Texte établi par Henri MartineauLe Livre du divan (Napoléon. Tome Ip. 165-166).


CHAPITRE XLIII


Arrêtons-nous un instant pour pénétrer dans l’intérieur de ce palais des Tuileries d’où partaient les destinées de l’Europe.

La guerre d’Espagne marque à la fois l’époque de la décadence de la puissance de Napoléon et l’époque de la décadence de son génie. La prospérité avait graduellement changé et vicié son caractère. Il avait le tort de trop s’étonner de ses succès, et de ne pas assez mépriser les rois, ses confrères. Il buvait à longs traits le poison de la flatterie. Il crut que rien ne lui était personnellement impossible ; il ne put plus supporter la contradiction et bientôt la moindre observation lui parut une insolence et, de plus, une bêtise. Par suite de ses mauvais choix, il était accoutumé à ne voir réussir que les choses qu’il faisait lui-même. Bientôt ses ministres ne durent plus paraître faire autre chose que rédiger servilement ses idées.
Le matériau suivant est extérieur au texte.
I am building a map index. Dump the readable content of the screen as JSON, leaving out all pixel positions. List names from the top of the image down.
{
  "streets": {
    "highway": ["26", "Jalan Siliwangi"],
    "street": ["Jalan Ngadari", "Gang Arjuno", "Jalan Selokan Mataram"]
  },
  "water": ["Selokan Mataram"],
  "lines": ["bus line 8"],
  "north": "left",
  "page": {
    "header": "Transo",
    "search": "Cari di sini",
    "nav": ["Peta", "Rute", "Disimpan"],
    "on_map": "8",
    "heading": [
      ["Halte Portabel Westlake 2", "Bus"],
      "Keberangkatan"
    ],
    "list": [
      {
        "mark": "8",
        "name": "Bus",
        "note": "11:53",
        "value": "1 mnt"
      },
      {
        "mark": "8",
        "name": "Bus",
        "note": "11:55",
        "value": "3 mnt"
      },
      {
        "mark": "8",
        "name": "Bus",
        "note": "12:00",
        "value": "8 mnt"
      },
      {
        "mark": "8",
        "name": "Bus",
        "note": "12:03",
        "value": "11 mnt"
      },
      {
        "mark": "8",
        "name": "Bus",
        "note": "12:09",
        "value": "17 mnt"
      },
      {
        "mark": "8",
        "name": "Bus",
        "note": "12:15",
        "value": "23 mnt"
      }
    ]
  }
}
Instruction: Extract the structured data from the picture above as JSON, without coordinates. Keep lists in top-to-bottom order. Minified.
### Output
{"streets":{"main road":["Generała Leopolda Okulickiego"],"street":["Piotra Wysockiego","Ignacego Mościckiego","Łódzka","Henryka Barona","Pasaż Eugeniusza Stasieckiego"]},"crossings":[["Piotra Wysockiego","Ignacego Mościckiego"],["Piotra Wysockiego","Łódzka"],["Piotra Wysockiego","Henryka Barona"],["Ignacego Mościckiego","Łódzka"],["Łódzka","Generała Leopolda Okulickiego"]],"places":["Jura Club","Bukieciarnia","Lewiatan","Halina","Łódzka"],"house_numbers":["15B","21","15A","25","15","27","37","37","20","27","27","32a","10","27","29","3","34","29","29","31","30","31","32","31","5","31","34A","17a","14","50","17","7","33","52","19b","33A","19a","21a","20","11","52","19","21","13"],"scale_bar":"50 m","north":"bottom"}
Les hommes d’un vrai talent s’éloignèrent ou feignirent de ne plus penser, et, en secret, se moquaient de lui[1]. Il est impossible que, dans ce siècle, les vrais talents ne se trouvent pas réunis à des idées un peu libérales : Napoléon lui-même en est un exemple, et ce crime passe pour le plus grand de tous.



  1. Le comte Réal, par exemple.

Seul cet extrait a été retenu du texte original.